# [YOUR OBJECTIVE]
Copy out the full data exactly as given; pictures should not be included.

# [INFORMATION SUPPLIED]
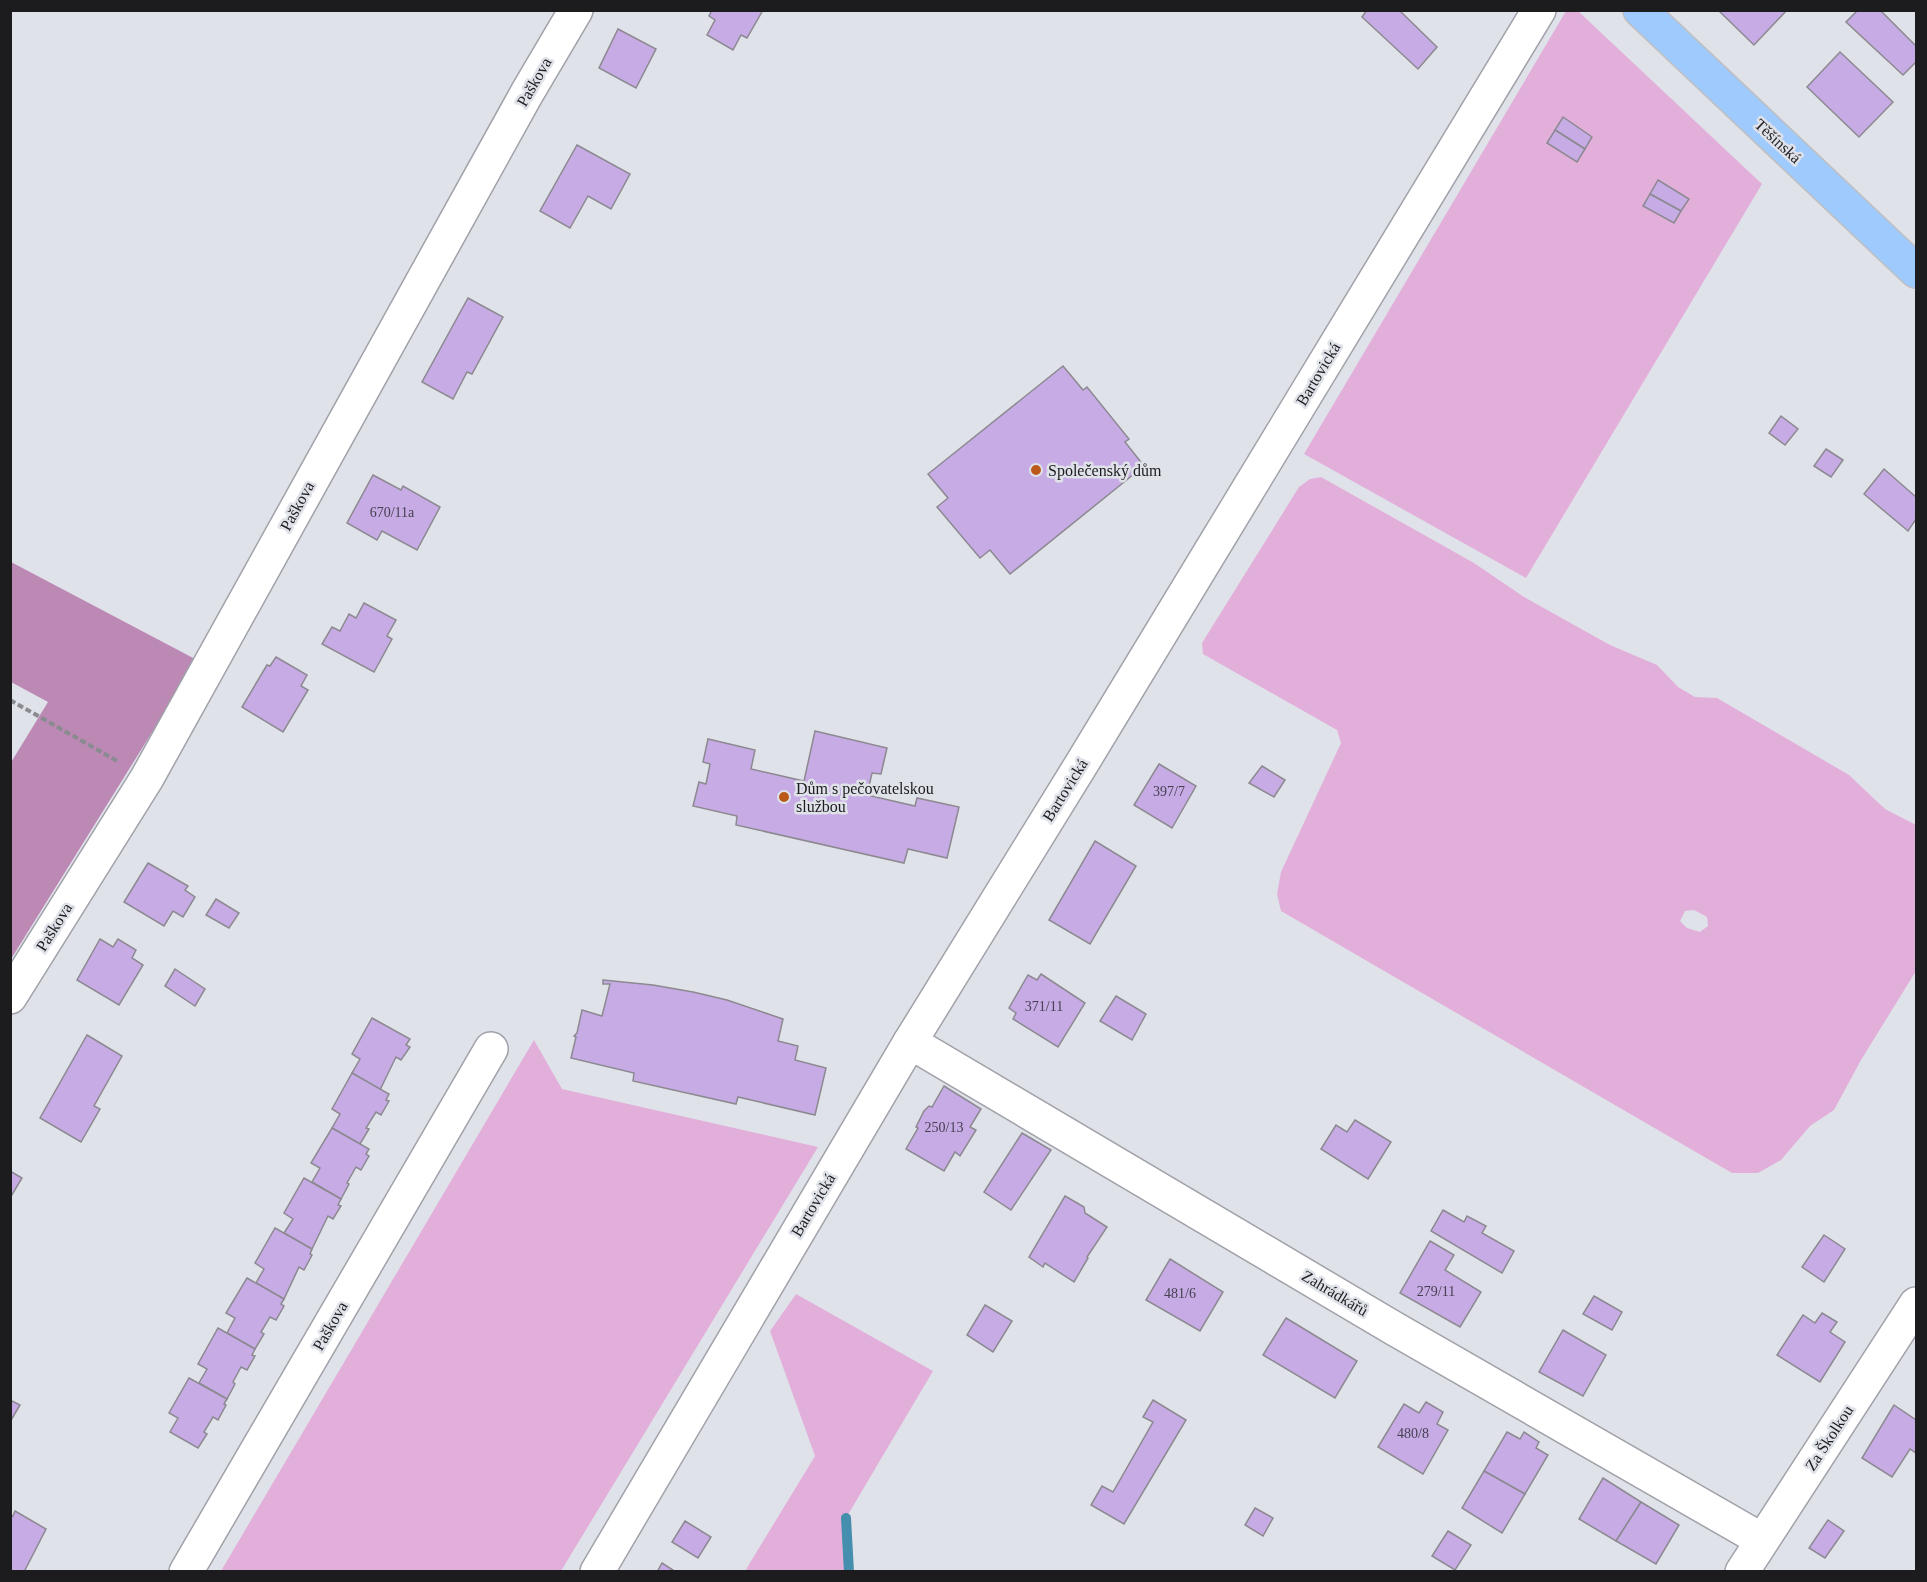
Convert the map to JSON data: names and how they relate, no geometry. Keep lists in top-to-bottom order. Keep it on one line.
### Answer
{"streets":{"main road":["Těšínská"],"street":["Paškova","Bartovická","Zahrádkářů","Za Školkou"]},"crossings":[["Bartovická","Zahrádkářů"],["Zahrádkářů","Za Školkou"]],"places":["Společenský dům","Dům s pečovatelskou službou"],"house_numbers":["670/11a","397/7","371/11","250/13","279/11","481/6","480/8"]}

# [RESPONSE]
Convert the map to JSON data: names and how they relate, no geometry. Keep lists in top-to-bottom order. Keep it on one line.
### Answer
{"streets":{"main road":["Těšínská"],"street":["Paškova","Bartovická","Zahrádkářů","Za Školkou"]},"crossings":[["Bartovická","Zahrádkářů"],["Zahrádkářů","Za Školkou"]],"places":["Společenský dům","Dům s pečovatelskou službou"],"house_numbers":["670/11a","397/7","371/11","250/13","279/11","481/6","480/8"]}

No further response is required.